=== WORK TASK ===
In the entries below, find the line with "return path;" and the line with "ctx.lineWidth = 6;"; give again those lines and every line between them, exactly.

=== Data excerpts ===
***
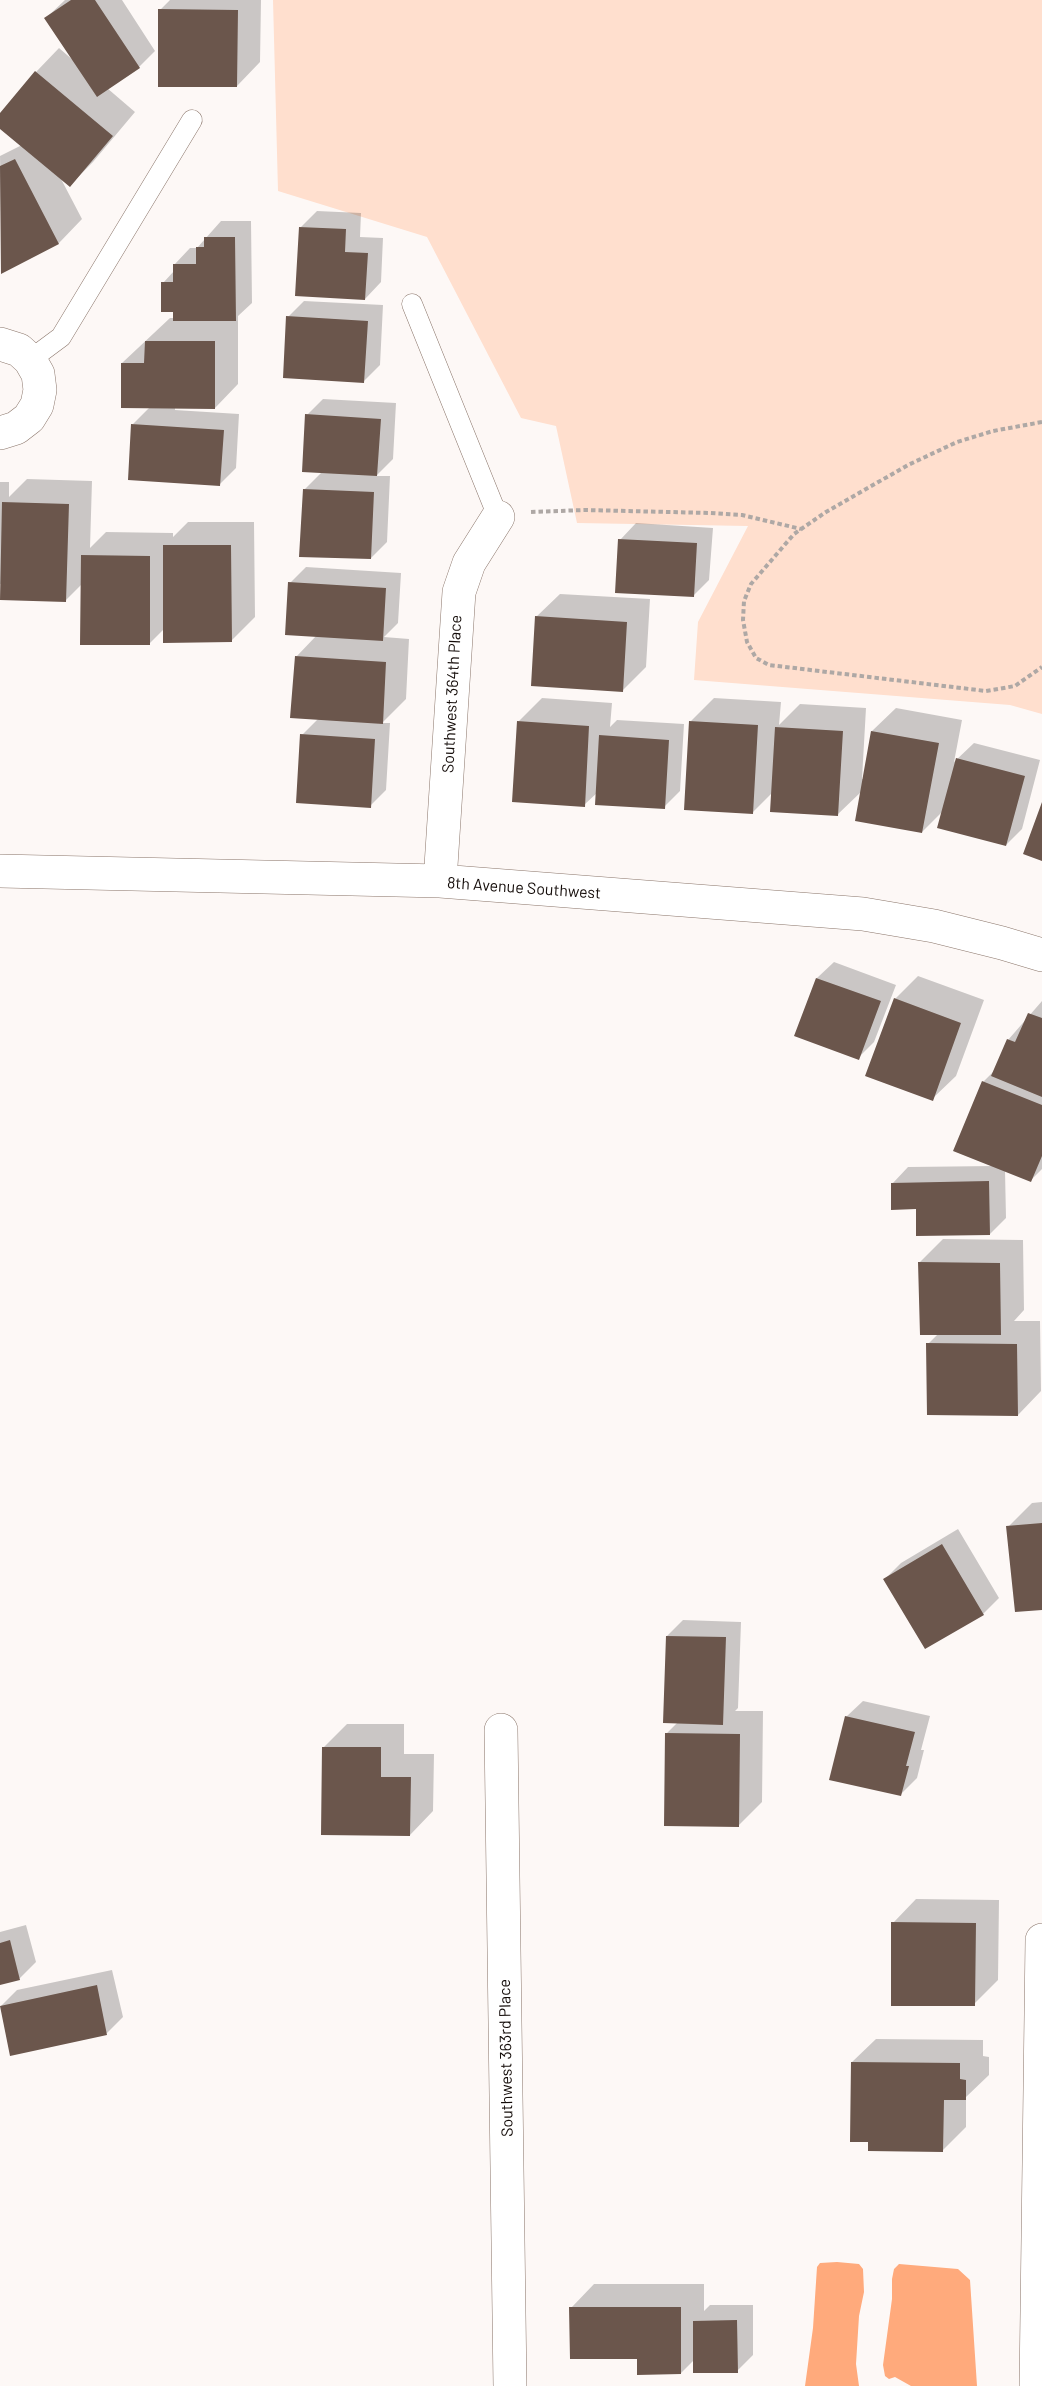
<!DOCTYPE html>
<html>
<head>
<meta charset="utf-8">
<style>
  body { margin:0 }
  canvas { display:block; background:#fdf8f6 }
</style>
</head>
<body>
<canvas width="1042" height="2386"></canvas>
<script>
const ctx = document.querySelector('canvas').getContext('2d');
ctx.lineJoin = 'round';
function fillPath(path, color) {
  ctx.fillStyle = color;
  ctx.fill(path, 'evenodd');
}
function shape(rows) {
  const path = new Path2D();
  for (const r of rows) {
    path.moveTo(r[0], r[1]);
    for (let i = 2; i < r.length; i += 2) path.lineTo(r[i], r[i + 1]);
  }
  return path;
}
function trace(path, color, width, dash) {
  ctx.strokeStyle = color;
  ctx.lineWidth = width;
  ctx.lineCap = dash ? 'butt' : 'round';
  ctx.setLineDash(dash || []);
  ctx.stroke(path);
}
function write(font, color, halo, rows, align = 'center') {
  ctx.font = font + ' Barlow,sans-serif';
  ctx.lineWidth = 6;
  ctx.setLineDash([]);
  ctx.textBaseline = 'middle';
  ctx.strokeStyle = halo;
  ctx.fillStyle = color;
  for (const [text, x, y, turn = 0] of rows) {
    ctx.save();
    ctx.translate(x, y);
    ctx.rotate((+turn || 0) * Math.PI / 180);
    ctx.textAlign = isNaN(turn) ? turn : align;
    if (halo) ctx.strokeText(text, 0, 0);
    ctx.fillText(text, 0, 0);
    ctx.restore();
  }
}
fillPath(shape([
  [273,0,1042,0,1042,714,1010,705,694,680,698,622,748,526,577,523,556,426,521,418,427,237,278,191]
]), '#ffdfce');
fillPath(shape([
  [837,2262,859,2264,863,2269,864,2292,859,2316,856,2364,859,2386,805,2386,813,2328,817,2267,820,2263],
  [899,2264,958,2269,970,2280,977,2386,911,2386,895,2377,889,2379,885,2376,883,2365,892,2299,892,2279,894,2269]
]), '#ffaa7c');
fillPath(shape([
  [65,0,122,0,155,51,139,67,107,88,135,112,93,162,70,185,60,177,82,219,59,243,2,272,0,156,22,145,0,127,0,115,36,72,59,48,74,61,46,18],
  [170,0,261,0,260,62,237,86,160,10],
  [317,211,361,213,360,237,383,238,381,282,365,299,301,227],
  [221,221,251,221,252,303,238,316,238,384,215,408,175,407,175,410,239,414,236,468,220,484,133,424,150,407,122,363,170,318,175,318,175,311,163,283,174,271,174,265,190,248,197,248],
  [304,301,383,305,380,365,364,381,288,317],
  [323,399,396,403,393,459,376,476,390,476,387,542,371,558,304,490,323,471,307,415],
  [27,479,92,481,90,548,106,532,173,533,173,537,188,522,254,522,255,617,231,641,165,628,149,644,82,584,65,601,0,584,0,482,9,482,9,497],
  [636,523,713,528,709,580,693,596,620,540],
  [306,567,401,573,398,623,384,637,409,639,406,699,382,723,390,723,386,790,370,806,302,735,318,719,296,657,317,635,290,583],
  [560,594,650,599,646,667,622,691,536,617],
  [542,698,612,703,610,727,617,720,684,724,680,791,664,807,598,792,584,805,518,722],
  [714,698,781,702,779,725,800,704,866,708,862,779,864,779,872,731,896,708,962,720,954,762,974,743,1040,760,1022,829,1006,845,944,810,922,832,862,791,837,815,773,792,752,813,691,721],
  [834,962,896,985,874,1042,858,1058,796,1035,817,978],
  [918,976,984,1000,956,1076,932,1099,895,999],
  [1042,1001,1042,1169,1031,1180,1005,1170,1006,1218,990,1234,917,1208,892,1184,908,1167,994,1166,983,1082,996,1069,1008,1040],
  [943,1239,1023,1240,1024,1310,1014,1321,1040,1321,1041,1391,1018,1415,928,1344,938,1334,920,1262],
  [1042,1502,1042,1609,1008,1527,1032,1503],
  [958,1529,999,1598,983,1614,885,1579,901,1563],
  [683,1620,741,1622,738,1708,735,1711,763,1711,762,1802,738,1826,666,1734,678,1722,667,1636],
  [863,1701,930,1716,921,1750,924,1750,917,1778,901,1794,846,1717],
  [347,1724,404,1724,404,1754,434,1754,433,1811,410,1835,323,1748],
  [916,1899,999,1900,998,1980,974,2004,893,1923],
  [26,1925,36,1962,20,1978,0,1984,0,1932],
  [112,1970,123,2017,107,2033,1,2006,17,1990],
  [876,2039,983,2040,983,2056,989,2057,989,2075,966,2097,966,2127,943,2150,869,2141,852,2062],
  [594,2284,704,2284,704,2311,710,2305,753,2305,753,2355,737,2371,695,2359,681,2373,639,2357,571,2308]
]), '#0003');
fillPath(shape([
  [71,0,95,0,140,68,97,97,44,18],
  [158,9,238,10,237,87,158,87],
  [35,71,113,136,70,187,0,129,0,113],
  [15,159,59,244,1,274,0,166],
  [299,227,346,229,345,252,368,253,365,300,295,296],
  [204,237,235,237,236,321,173,321,173,312,161,312,161,282,173,282,173,264,196,264,196,247,204,247],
  [286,316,368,321,364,383,283,378],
  [145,341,215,341,215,409,121,408,121,363,144,363],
  [305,414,381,419,377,476,302,472],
  [131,424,224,430,220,486,128,480],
  [303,489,374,492,371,559,299,557],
  [2,502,69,504,66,602,0,600],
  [618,539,697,543,694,597,615,593],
  [163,545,231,545,232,642,163,643],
  [81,555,150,556,150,645,80,645],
  [288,582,386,588,383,641,285,635],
  [535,616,627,622,623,692,531,686],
  [295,656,386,662,383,724,290,718],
  [517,721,589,726,585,807,512,802],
  [689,721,758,725,753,814,684,810],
  [775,727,843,731,838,816,770,812],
  [871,731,939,743,922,833,855,821],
  [300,734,375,739,371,808,296,803],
  [599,735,669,740,665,809,595,805],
  [956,758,1025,776,1006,846,937,828],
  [1042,802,1042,861,1023,854],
  [816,978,881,1001,859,1060,794,1036],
  [894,998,961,1023,933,1101,865,1076],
  [1028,1013,1042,1018,1042,1097,991,1076,1007,1039,1015,1042],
  [982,1081,1042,1105,1042,1156,1031,1182,953,1151],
  [989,1181,990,1235,916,1236,916,1209,891,1210,891,1183],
  [918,1262,1000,1263,1001,1335,920,1335],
  [926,1343,1017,1344,1018,1416,927,1415],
  [1042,1523,1042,1610,1015,1612,1006,1526],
  [942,1544,984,1615,925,1649,883,1579],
  [666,1636,726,1637,723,1725,663,1723],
  [845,1716,915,1732,906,1766,909,1766,901,1796,829,1780],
  [665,1733,740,1734,739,1827,664,1826],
  [322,1747,381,1747,381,1777,411,1777,410,1836,321,1835],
  [891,1922,976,1923,975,2006,891,2006],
  [10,1940,20,1980,0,1985,0,1943],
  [97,1985,107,2035,10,2056,0,2006],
  [851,2062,960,2063,960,2079,966,2080,966,2100,944,2100,943,2152,868,2151,868,2142,850,2142],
  [569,2307,681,2307,681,2374,637,2375,637,2359,570,2359],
  [737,2320,738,2373,693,2373,693,2321]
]), '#6b564c');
const lane = shape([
  [412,304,498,517],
  [30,360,61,337,192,120]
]);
const street = shape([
  [0,344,19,350,30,360,38,374,40,390,37,405,29,418,16,428,0,433],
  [0,871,440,881,863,914,934,926,1002,943,1042,955],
  [440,881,459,592,469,563,498,517],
  [501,1730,510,2386],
  [1036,2386,1042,1940]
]);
trace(lane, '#8b766b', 21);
trace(street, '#8b766b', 34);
trace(shape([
  [1042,422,993,431,957,442,908,465,826,512,794,534,751,584,744,601,743,620,747,642,756,658,769,665,986,691,1015,686,1042,667],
  [531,512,585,510,710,513,742,515,801,529]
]), '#aea8a5', 4, [4.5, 3]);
trace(lane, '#fff', 20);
trace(street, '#fff', 33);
write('16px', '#130b08', '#fff', [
  ["Southwest 364th Place",452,694,-87],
  ["8th Avenue Southwest",524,888,4],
  ["Southwest 363rd Place",506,2058,-91]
]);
</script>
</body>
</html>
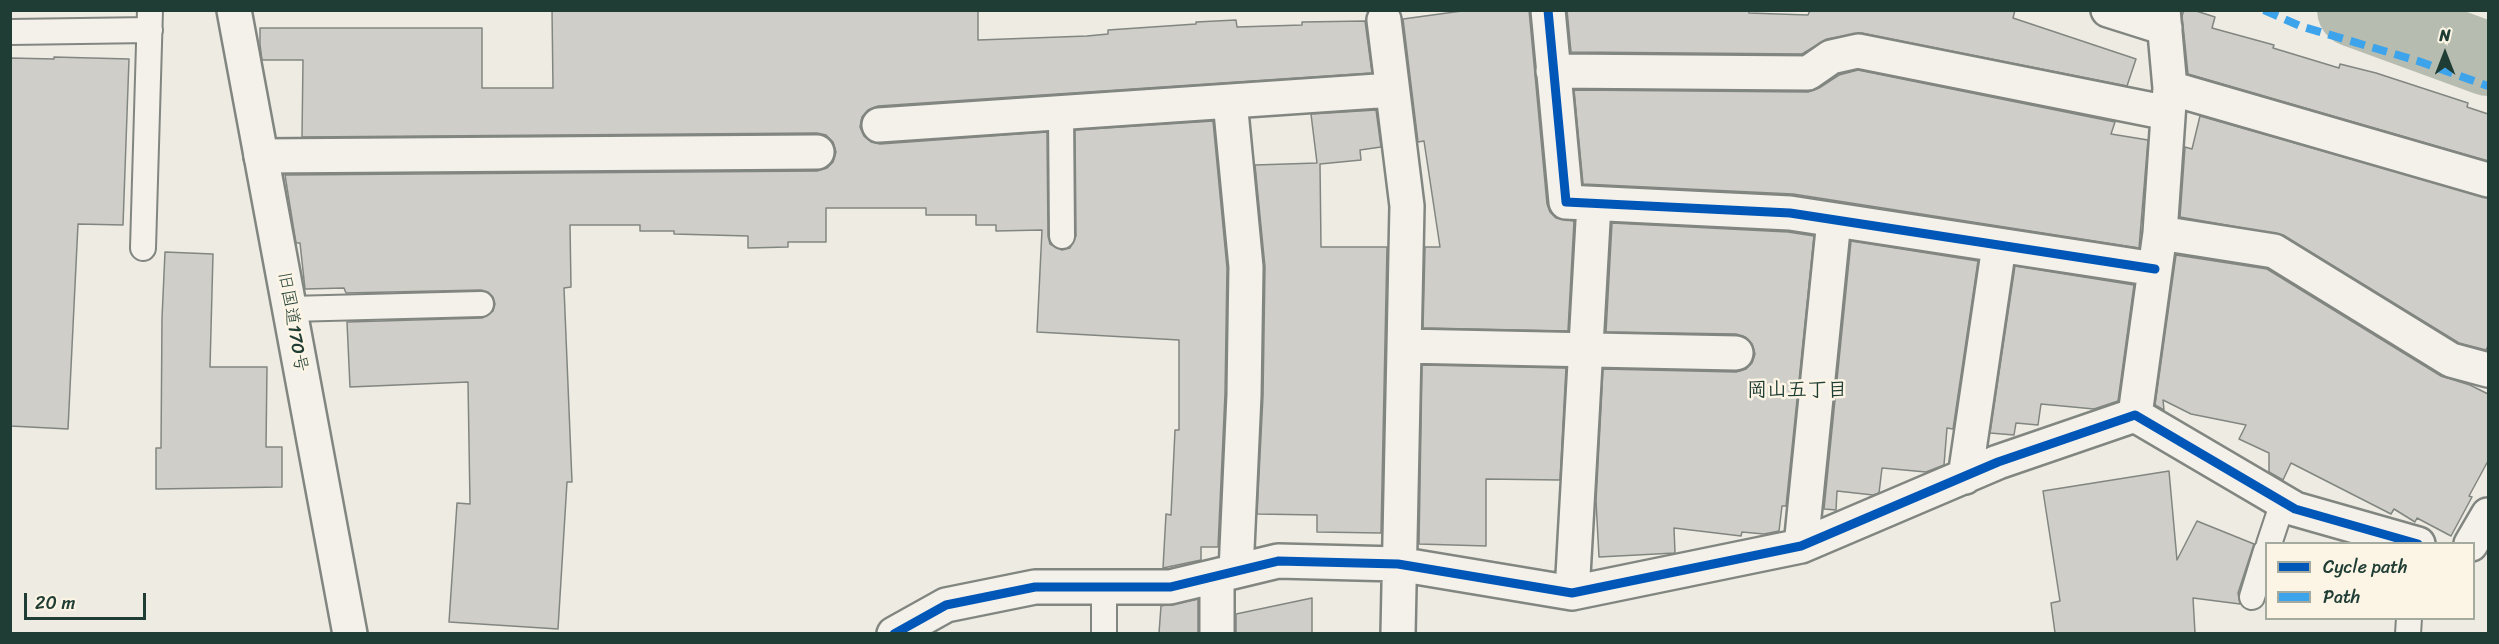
<!DOCTYPE html>
<html>
<head>
<meta charset="utf-8">
<style>
	body { margin:0 }
	#map { position:relative; width:2499px; height:644px; overflow:hidden; background:#eeebe3; font-family:Sriracha,sans-serif }
	canvas { display:block }
	.frame { position:absolute; inset:0; border:12px solid #1f3d34; pointer-events:none }
	.legend { position:absolute; left:2265px; top:542px; width:210px; height:78px; box-sizing:border-box; background:#fcf5e5; border:2px solid #a4ab9e; margin:0; padding:8px 10px; list-style:none; font-size:18px; color:#1f3d34 }
	.legend li { display:flex; align-items:center; gap:12px; height:30px }
	.legend b { width:30px; border:2px solid #a4ab9e }
	.north { position:absolute; left:2415px; top:24px; width:60px; height:60px; -webkit-text-stroke:4px #fcf5e5; paint-order:stroke; rotate:0deg; font-size:16px; font-weight:700; line-height:24px; text-align:center; color:#1f3d34 }
	.north::after { content:''; display:block; margin:auto; width:21px; height:27px; background:#1f3d34; clip-path:polygon(50% 0,100% 100%,50% 72%,0 100%) }
	.scale { position:absolute; left:24px; top:593px; width:122px; height:27px; box-sizing:border-box; border:3px solid #1f3d34; border-top:0; padding-left:8px; font-size:18px; line-height:21px; white-space:nowrap; color:#1f3d34; -webkit-text-stroke:4px #fcf5e5; paint-order:stroke }
</style>
</head>
<body>
<div id="map">
<canvas width="2499" height="644"></canvas>
<div class="frame"></div>
<ul class="legend">
<li><b style="height:8px;background:#0057b8"></b>Cycle path</li>
<li><b style="height:8px;background:#3da4eb"></b>Path</li>
</ul>
<div class="north">N</div>
<div class="scale">20 m</div>
</div>
<script>
const ctx = document.querySelector('canvas').getContext('2d');
ctx.lineJoin = 'round';
function strokePath(path, color, width, dash) { ctx.strokeStyle = color; ctx.lineWidth = width; ctx.lineCap = dash ? 'butt' : 'round'; ctx.setLineDash(dash || []); ctx.stroke(path); }
function fillPath(path, color) { ctx.fillStyle = color; ctx.fill(path, 'evenodd'); }
function drawText(font, color, halo, rows, align = 'center') {
  ctx.font = font + ' Sriracha,"Klee One",sans-serif'; ctx.lineWidth = 5; ctx.setLineDash([]); ctx.textBaseline = 'middle'; ctx.strokeStyle = halo; ctx.fillStyle = color; for (const [text, x, y, turn = 0] of rows) {
    ctx.save(); ctx.translate(x, y); ctx.rotate((+turn || 0) * Math.PI / 180); ctx.textAlign = isNaN(turn) ? turn : align; if (halo) ctx.strokeText(text, 0, 0); ctx.fillText(text, 0, 0); ctx.restore();
  }
}
const river = new Path2D(`
	M2354,10L2488,59`);
const building = new Path2D(`
	M552,10H978V40L1087,36L1108,34V30L1196,24V22L1236,20L1237,27L1302,25V22L1365,21L1372,73L878,106L868,110L862,117L860,127L864,136L871,142L880,144L1047,132L1048,236L1050,244L1062,250L1070,248L1076,236L1075,130L1213,121L1227,268L1225,394L1218,547H1201V560L1163,568L1166,514L1171,515L1175,430H1179V340L1037,332L1042,230L996,231V225H976V215H926V208H826V242H788V247L748,248V236L674,234V231H640V225H570L571,287L564,288L572,482H567L558,629L449,622L457,503L470,504L468,382L350,387L347,322L482,318L493,311L495,304L493,297L488,292L481,290L346,293L344,288L305,289L300,243H296L285,175L817,171L827,168L833,162L836,152L833,142L826,135L817,133L302,137L303,60H262L260,45V28H482V88H553Z
	M1469,10H1529L1547,204L1550,212L1556,218L1574,221L1568,331L1423,328L1425,247H1440L1424,141L1418,142L1403,19Z
	M1567,10H1749V13L1808,15L1810,10H2015L2013,18L2136,59L2127,86L1861,33L1827,39L1802,54L1571,52Z
	M2184,10H2193L2215,17L2212,28L2274,45L2273,48L2339,68L2340,64L2376,73L2468,103L2467,107L2488,114V161L2188,74L2182,16Z
	M54,57L129,59L123,225L78,224L68,429L10,426V58L54,59Z
	M1858,70L2115,122L2111,134L2148,140L2139,248L1793,194L1583,184L1574,90L1808,92L1819,88L1839,75Z
	M1376,110L1381,147L1360,150L1361,160L1320,164L1321,247H1387L1381,533L1317,532V515L1257,514L1263,396L1265,267L1255,165L1317,163L1311,114Z
	M2200,116L2488,198V346L2486,350L2459,343L2283,235L2180,217L2185,147L2192,149Z
	M1612,223L1788,232L1814,236L1786,506H1782L1779,531L1764,534L1742,532L1741,536L1674,528L1675,553L1599,557L1596,501L1603,369L1736,372L1746,369L1752,363L1755,354L1752,344L1745,337L1736,334L1606,332Z
	M1851,241L1978,261L1953,429L1947,428L1944,465L1926,472L1882,468L1879,493L1873,495L1837,491L1836,510L1824,509Z
	M165,252L213,254L210,367H267L266,447H282V487L156,489V448H161L162,318Z
	M2176,255L2267,269L2441,376L2470,385L2488,394V461L2469,496L2472,497L2451,536L2417,518L2415,522L2394,509L2391,514L2291,463L2283,480L2269,472V453L2239,439L2246,425L2191,414L2163,400L2164,410L2155,405Z
	M2015,266L2134,285L2118,401L2094,409L2041,404L2038,425L2016,423L2014,435L1990,433Z
	M1422,365L1566,368L1560,480L1486,479V546L1419,544Z
	M2169,471L2177,560L2197,521L2254,544L2238,593L2240,604L2193,598L2195,633H2055L2051,603L2060,601L2043,491Z
	M1312,598V633H1236V614Z
	M1198,599V633H1159L1161,606Z`);
const lane = new Path2D(`
	M10,32L150,30
	M1061,113L1062,236
	M143,248L150,10
	M290,309L481,304
	M2269,544L2283,502
	M1104,587V634
	M2252,597L2266,551
	M2408,634L2409,618`);
const street = new Path2D(`
	M1548,10L1566,202L1790,213L2155,269
	M2108,10L2165,28
	M1384,20L1407,206L1398,634
	M1553,71L1808,73L1831,57L1858,51L2168,113
	M2170,88L2488,180
	M1230,101L1246,267L1244,395L1236,571
	M879,125L1392,90
	M261,156L817,152
	M2160,233L2274,251L2451,360L2488,370
	M1404,346L1736,353
	M2135,415L2160,233L2170,88L2163,10
	M1965,477L1999,246
	M2471,544L2488,515
	M1801,546L1834,220
	M1572,593L1594,204
	M894,634L946,605L1035,587H1170L1278,561L1398,564L1572,593L1801,546L1998,462L2135,415L2295,509L2418,544
	M1217,634V576`);
const highway = new Path2D(`
	M234,10L350,634`);
const quiet = new Path2D(`
	M2264,10L2300,26L2418,61L2488,86`);
const cycleway = new Path2D(`
	M1548,10L1566,202L1790,213L2155,269
	M894,634L946,605L1035,587H1170L1278,561L1398,564L1572,593L1801,546L1998,462L2135,415L2295,509L2418,544`);
const streetNames = [
	["旧国道170号",292,322,80]
];
const neighbourhoodNames = [
	["岡山五丁目",1797,391]
];
strokePath(river, '#b7bcb1', 74);
fillPath(building, '#cfcec9');
strokePath(building, '#828681', 1.5);
strokePath(lane, '#828681', 28);
strokePath(street, '#828681', 38);
strokePath(highway, '#828681', 38);
strokePath(lane, '#f4f1eb', 24);
strokePath(street, '#f4f1eb', 33);
strokePath(highway, '#f4f1eb', 33);
strokePath(quiet, '#3da4eb', 8, [15, 8]);
strokePath(cycleway, '#0057b8', 9);
drawText('18px', '#1f3d34', '#fcf5e5', streetNames);
drawText('bold 20px', '#1f3d34', '#fcf5e5', neighbourhoodNames);
</script>
</body>
</html>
***
=== ANSWER FOR THE TASK ===
  return path;
}
function trace(path, color, width, dash) {
  ctx.strokeStyle = color;
  ctx.lineWidth = width;
  ctx.lineCap = dash ? 'butt' : 'round';
  ctx.setLineDash(dash || []);
  ctx.stroke(path);
}
function write(font, color, halo, rows, align = 'center') {
  ctx.font = font + ' Barlow,sans-serif';
  ctx.lineWidth = 6;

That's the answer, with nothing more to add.